The only practical alternative sources of energy would be a vast and almost incalculable expansion of coal-mining at an ever-increasing power cost (which the starving millions cannot afford) or cheap, clean, safe nuclear power. As things stand, mankind can take comfort in the knowledge that we will be able to satisfy more than half the world’s needs of energy by the end of the century by using nuclear power. Any untoward cost in the building of nuclear power plants and the consequent hardships imposed on the people of this earth will be directly attributable to the subversive, disruptive activities of the econuts.

Econuts, academics, communists and the like theorise about solar and tidal power. These have been around long before nuclear power was ever though of but, sad to relate, no one has been able to develop them as yet on a commercial basis. If civilisation can be frightened into believing that the world’s energy needs can be supplied from such a theoretical source in the immediate future, then I am afraid not thousands but millions of people will not only starve to death but freeze in the dark in the process.

If Mr Mundey and the ecologists have any regard for human well-being and human suffering they would emphasise that it should be the duty of every section of the media, of every institution of learning, of every government department, of every author of textbooks to print the following facts:

(1) Men were mining ores containing radioactive matter and uranium for hundreds of years before uranium was discovered.

(2) Not a single member of the public has ever been hurt, let alone killed, as a result of nuclear power station operations around the world, even though the total operating time of such stations now exceeds the equivalent of 2000 years. (See Professor N. Rasmussen & Associates study.)

(3) Nuclear power stations, both the present types and the breeder stations of the future, cannot explode like atom bombs. It is impossible.

(4) Australia desperately needs an alternative energy source if we are to remain in being, because at the present rate of exploration our known oil reserves will cut out in 10 years. Fifteen holes drilled in Australia last year compares with 3000 in Canada, for instance. Nuclear energy is at present the only proven commercial alternative source to oil and coal.
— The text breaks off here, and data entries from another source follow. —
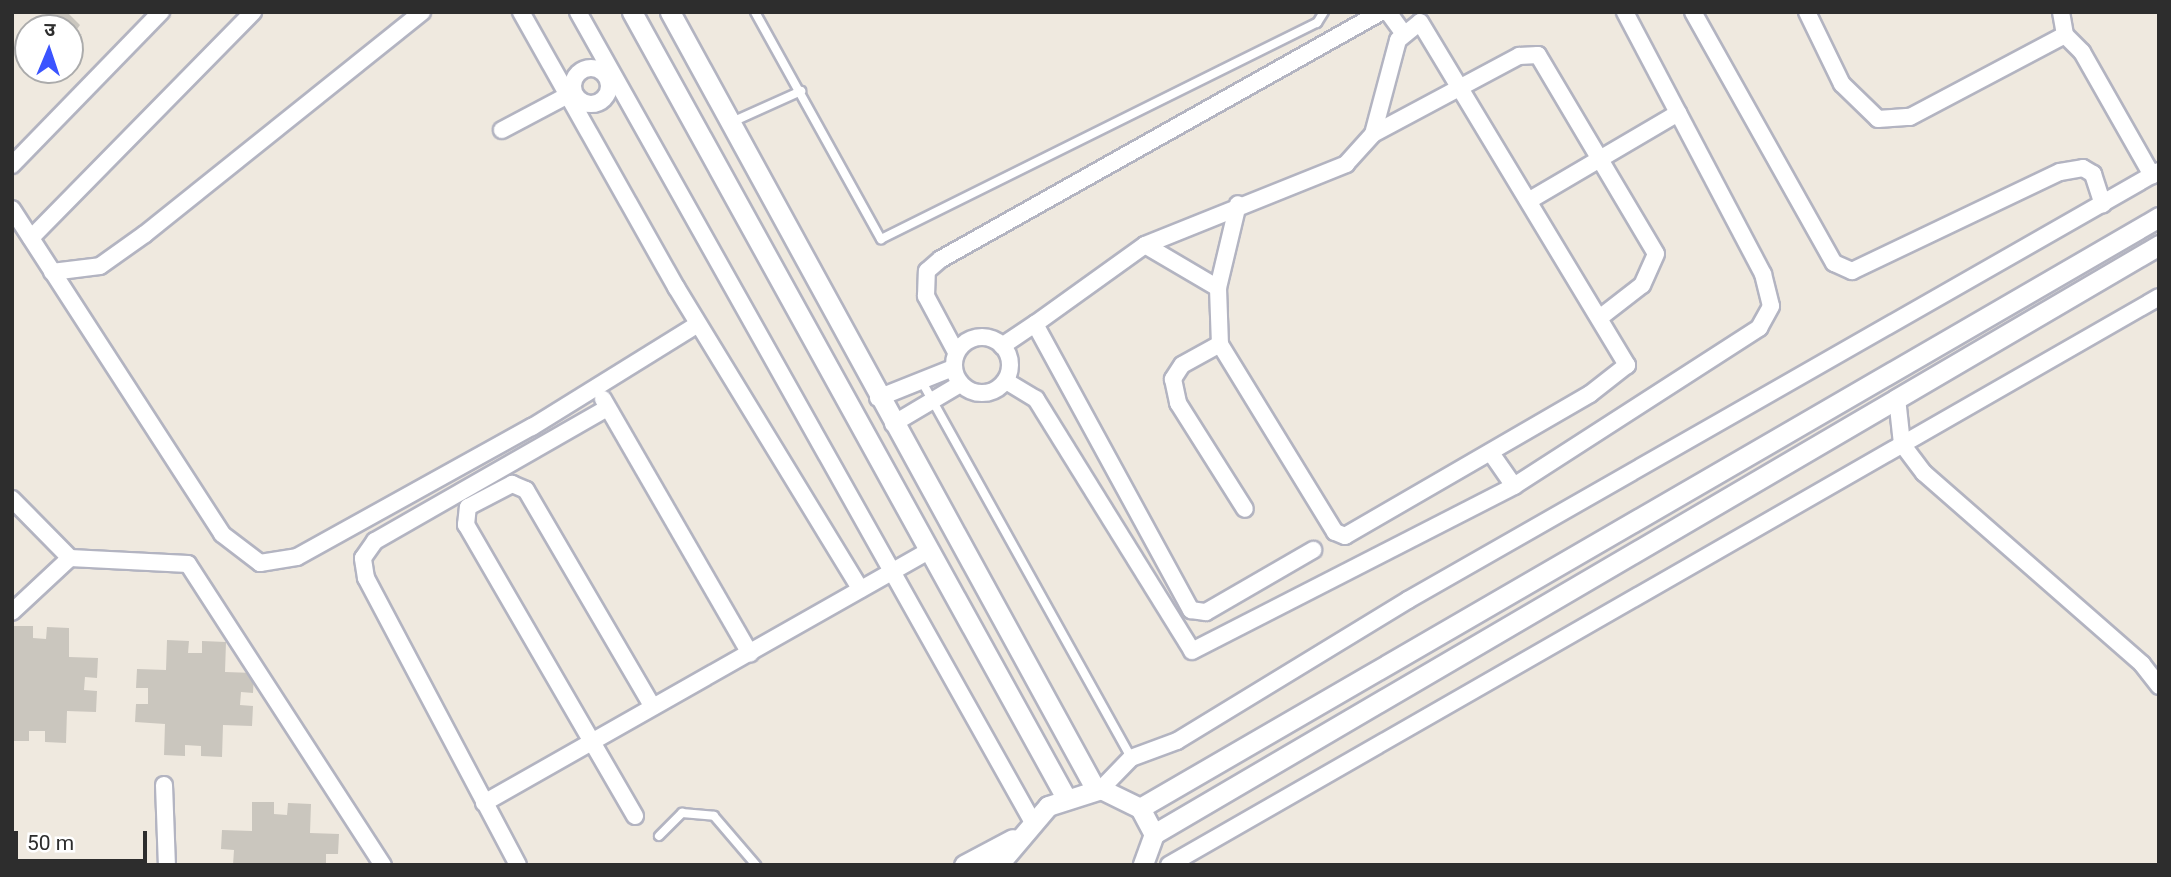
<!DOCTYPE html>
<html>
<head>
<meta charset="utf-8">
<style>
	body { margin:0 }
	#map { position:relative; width:2171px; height:877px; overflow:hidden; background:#efe9df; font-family:Roboto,"Noto Sans Devanagari",sans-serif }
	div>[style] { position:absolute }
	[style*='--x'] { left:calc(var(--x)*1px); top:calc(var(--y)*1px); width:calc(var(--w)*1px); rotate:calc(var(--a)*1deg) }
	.building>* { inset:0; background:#cac6be }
	.roads { filter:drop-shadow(2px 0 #b3b4c1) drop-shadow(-2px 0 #b3b4c1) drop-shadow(0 2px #b3b4c1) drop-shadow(0 -2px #b3b4c1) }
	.service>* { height:8px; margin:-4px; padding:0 4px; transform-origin:4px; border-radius:4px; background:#fff }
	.minor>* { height:16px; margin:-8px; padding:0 8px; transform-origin:8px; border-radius:8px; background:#fff }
	.minor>.ring { margin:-8px; padding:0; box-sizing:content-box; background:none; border:16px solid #fff; border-radius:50% }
	.tertiary>* { height:19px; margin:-9.5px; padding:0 9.5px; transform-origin:9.5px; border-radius:9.5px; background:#fff }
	span { translate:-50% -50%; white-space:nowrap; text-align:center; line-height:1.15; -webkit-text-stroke:6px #fff; paint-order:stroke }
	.frame { position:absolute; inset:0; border:14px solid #2d2d2d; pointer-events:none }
	.north { position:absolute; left:14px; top:14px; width:70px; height:70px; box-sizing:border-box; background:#fff; border:2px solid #ababab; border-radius:50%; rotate:2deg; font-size:19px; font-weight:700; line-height:28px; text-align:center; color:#2d2d2d }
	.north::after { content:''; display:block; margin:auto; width:24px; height:32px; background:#3b54ff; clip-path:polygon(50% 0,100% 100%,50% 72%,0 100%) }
	.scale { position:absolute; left:14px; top:831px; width:133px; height:32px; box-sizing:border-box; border:4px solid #2d2d2d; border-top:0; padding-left:9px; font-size:21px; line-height:24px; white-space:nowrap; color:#2d2d2d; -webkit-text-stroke:5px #fff; paint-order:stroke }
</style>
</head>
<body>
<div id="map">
	<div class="building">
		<div style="clip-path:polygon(43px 12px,67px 12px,80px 25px,71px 38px,82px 34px,70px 48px,70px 28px,60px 28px)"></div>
		<div style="clip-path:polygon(12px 626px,33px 626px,33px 638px,46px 639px,47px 627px,69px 628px,69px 657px,98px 658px,97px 678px,85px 677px,84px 690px,97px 691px,96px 712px,67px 711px,66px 743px,45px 742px,45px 731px,29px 731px,29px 741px,12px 741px)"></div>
		<div style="clip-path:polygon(167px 640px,189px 641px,188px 653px,202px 653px,202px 641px,226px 642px,225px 672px,254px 673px,253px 693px,241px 692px,240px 705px,253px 706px,252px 726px,223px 725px,222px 757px,201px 756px,201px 746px,185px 745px,185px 756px,164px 755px,165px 724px,135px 722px,136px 704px,148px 704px,148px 688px,136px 688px,137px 669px,166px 670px)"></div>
		<div style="clip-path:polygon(252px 802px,274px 802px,274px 814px,287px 815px,288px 803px,311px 804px,310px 833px,339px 834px,338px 854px,326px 854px,326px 865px,233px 865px,234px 850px,221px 849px,222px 830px,252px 831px)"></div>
	</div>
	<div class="roads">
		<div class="service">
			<div style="--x:755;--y:12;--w:260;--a:61"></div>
			<div style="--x:881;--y:239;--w:487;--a:-26.4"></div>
			<div style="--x:1317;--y:23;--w:13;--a:-58"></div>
			<div style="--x:732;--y:122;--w:76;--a:-24.2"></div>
			<div style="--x:921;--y:380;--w:432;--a:60.9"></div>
			<div style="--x:659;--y:836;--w:33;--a:-45"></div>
			<div style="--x:682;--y:813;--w:32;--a:5"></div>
			<div style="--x:714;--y:816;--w:65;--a:49.4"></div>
		</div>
		<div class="minor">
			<div style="--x:521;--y:12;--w:316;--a:60.6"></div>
			<div style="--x:676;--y:287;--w:354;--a:58.6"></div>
			<div style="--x:578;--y:12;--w:925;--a:60.69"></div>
			<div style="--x:1388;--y:12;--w:27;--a:54"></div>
			<div style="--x:1693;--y:12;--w:288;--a:60.7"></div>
			<div style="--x:1834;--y:263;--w:20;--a:24"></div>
			<div style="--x:1852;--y:271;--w:230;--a:-25.5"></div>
			<div style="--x:2060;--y:172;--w:23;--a:-10"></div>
			<div style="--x:2083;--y:168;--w:12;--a:31"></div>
			<div style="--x:2093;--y:174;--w:32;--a:72"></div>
			<div style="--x:1807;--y:12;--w:80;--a:64.1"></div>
			<div style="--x:1842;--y:84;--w:50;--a:44.2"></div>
			<div style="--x:1878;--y:119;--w:32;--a:-4"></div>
			<div style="--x:1910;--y:117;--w:175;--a:-27.9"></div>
			<div style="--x:2065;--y:35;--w:24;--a:45"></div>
			<div style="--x:2082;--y:52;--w:142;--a:60.4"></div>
			<div style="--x:2061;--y:12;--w:23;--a:80"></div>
			<div class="ring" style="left:573px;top:68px;width:20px;height:20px"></div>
			<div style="--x:502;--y:130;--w:77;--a:-27.9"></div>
			<div style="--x:1373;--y:134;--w:166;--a:-28.1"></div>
			<div style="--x:1519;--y:56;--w:19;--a:-3"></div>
			<div style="--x:1538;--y:55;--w:231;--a:59.3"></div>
			<div style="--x:1656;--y:254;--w:34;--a:114"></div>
			<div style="--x:1642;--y:285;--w:51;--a:142.2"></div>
			<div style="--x:12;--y:165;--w:214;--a:-45.8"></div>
			<div style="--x:1530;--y:200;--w:172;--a:-30.4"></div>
			<div style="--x:12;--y:209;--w:387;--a:57.1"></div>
			<div style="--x:222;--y:534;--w:48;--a:37.3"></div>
			<div style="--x:260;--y:563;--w:37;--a:-9"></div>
			<div style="--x:297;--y:557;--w:269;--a:-29"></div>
			<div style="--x:532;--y:427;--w:195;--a:-31.8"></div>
			<div style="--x:31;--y:238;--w:317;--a:-45.5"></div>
			<div style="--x:1145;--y:245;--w:85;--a:30.5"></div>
			<div style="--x:1218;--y:288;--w:56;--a:88"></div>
			<div style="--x:1220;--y:344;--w:43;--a:151.1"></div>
			<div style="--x:1182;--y:365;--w:17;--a:123"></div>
			<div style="--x:1173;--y:379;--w:25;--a:78"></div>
			<div style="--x:1178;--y:403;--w:125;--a:57.7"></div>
			<div style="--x:52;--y:272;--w:48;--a:-7.1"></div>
			<div style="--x:100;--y:266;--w:55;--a:-35.4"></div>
			<div style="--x:145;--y:234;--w:355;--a:-38.7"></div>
			<div style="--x:1218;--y:288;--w:86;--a:-76.6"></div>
			<div style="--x:1035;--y:324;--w:135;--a:-35.7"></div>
			<div style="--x:1145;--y:245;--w:217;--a:-21.9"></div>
			<div style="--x:1346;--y:164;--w:40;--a:-48"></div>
			<div style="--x:1373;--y:134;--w:97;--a:-75.1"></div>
			<div style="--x:1398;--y:40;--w:28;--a:-39"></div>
			<div style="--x:1420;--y:22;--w:401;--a:58.9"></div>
			<div style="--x:1627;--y:365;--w:47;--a:141.9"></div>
			<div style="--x:1590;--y:394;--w:283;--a:149.9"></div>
			<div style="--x:1345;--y:536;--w:11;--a:-158"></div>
			<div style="--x:1335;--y:532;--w:220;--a:-121.5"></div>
			<div class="ring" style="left:954px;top:337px;width:40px;height:40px"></div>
			<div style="--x:1002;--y:346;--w:40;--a:-34"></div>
			<div style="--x:1035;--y:324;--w:326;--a:61.4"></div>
			<div style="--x:1191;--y:610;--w:15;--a:8"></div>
			<div style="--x:1206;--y:612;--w:124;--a:-30.1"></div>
			<div style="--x:956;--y:352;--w:64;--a:-118.2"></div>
			<div style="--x:926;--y:296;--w:25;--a:-88"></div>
			<div style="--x:927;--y:271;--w:18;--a:-41"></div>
			<div style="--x:941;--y:259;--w:505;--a:-29.31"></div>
			<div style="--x:1006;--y:381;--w:35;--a:31"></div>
			<div style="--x:1036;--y:399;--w:296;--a:58.2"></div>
			<div style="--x:1192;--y:651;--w:362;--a:-27.1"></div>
			<div style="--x:1514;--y:486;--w:292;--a:-32.8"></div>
			<div style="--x:1759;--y:328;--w:25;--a:-61"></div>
			<div style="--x:1771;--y:306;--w:33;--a:-104"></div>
			<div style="--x:1763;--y:274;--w:296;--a:-117.8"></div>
			<div style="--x:878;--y:398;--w:81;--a:-21.8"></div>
			<div style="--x:1897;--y:398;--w:46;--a:83.8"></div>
			<div style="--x:1902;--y:444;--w:36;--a:53"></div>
			<div style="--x:1924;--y:473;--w:290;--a:41.2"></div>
			<div style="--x:2142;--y:664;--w:28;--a:52"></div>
			<div style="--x:603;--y:399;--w:294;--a:60"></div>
			<div style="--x:893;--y:424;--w:78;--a:-30.8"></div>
			<div style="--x:1491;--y:453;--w:40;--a:55.1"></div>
			<div style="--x:12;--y:499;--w:83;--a:45.5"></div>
			<div style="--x:12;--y:612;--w:79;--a:-43"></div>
			<div style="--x:70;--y:558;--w:118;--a:2.9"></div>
			<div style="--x:188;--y:564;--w:359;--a:57.1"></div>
			<div style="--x:164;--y:785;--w:80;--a:87.9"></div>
			<div style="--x:1101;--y:789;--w:43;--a:-45.9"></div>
			<div style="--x:1131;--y:758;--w:49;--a:-20.3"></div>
			<div style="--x:1177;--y:741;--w:271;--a:-31.4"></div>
			<div style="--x:1408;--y:600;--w:865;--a:-29.74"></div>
			<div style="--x:484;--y:803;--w:513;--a:-29.56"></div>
			<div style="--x:635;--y:816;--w:337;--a:-120.1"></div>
			<div style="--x:466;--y:525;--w:18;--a:-84"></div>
			<div style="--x:468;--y:507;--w:50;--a:-27.6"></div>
			<div style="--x:512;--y:484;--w:15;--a:23"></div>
			<div style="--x:526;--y:490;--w:251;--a:59.7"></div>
			<div style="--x:518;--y:865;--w:325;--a:-117.9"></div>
			<div style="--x:366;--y:578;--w:20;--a:-99"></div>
			<div style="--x:363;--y:558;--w:21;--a:-55"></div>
			<div style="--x:375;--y:541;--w:267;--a:-29.8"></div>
			<div style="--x:1169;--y:865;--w:1141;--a:-29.84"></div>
		</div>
		<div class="tertiary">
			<div style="--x:632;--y:12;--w:898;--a:61.09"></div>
			<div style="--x:670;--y:12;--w:887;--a:61.3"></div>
			<div style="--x:1140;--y:808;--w:1178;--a:-30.11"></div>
			<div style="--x:1154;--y:834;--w:1165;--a:-30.37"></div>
			<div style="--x:964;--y:865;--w:55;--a:-28"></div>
			<div style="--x:998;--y:865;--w:77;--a:-49.7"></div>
			<div style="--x:1048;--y:806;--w:56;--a:-17.8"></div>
			<div style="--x:1101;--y:789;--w:43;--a:26"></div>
			<div style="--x:1140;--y:808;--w:30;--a:62"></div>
			<div style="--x:1154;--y:834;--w:33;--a:110"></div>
		</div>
	</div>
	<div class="frame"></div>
	<div class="north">उ</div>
	<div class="scale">50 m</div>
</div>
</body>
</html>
(5) By the turn of the century more than half the world’s power will be generated by nuclear means. If we used coal to generate this extra power requirement, it would cause accidents in mining and transporting coals from which operations 31,000 deaths would occur, with three-quarters of a million injured.

(6) Coal-fired stations discharge more radioactive matter into the atmosphere than do nuclear stations.

(7) The safety aspect of the nuclear debate was won 27 years ago. Since then 30 of the world’s most advanced nations have elected to go nuclear.

Socialist, communist, capitalist, we all want clean air and we all want clean water. The best way to achieve this is for Australia to enter the nuclear age, but such is the miseducation of the public — (and particularly the young folk) — who are being brain-washed by a socialist education system, that every notoriety-seeking mountebank who is capable of constructive achievement and thus earning public admiration is given a prominent hearing in academic circles and the media. Whereas genuine scientists, fully grounded in all phases of nuclear development, who speak with authority gained from actual experience, are seldom if ever quoted because there is no essential news value in printing the fact that nuclear power is the safest type of commercial power yet devised by man.

Because of its lack of oil and water resources and shrinking employment opportunities, Australia needs to enter the nuclear age more desperately than most other countries of the civilised world; a world whose whole civilisation is based fundamentally on mining. Any person or movement which aims to disrupt mining will (if successful) have initiated a chain reaction, the effect of which will cause untold suffering to mankind.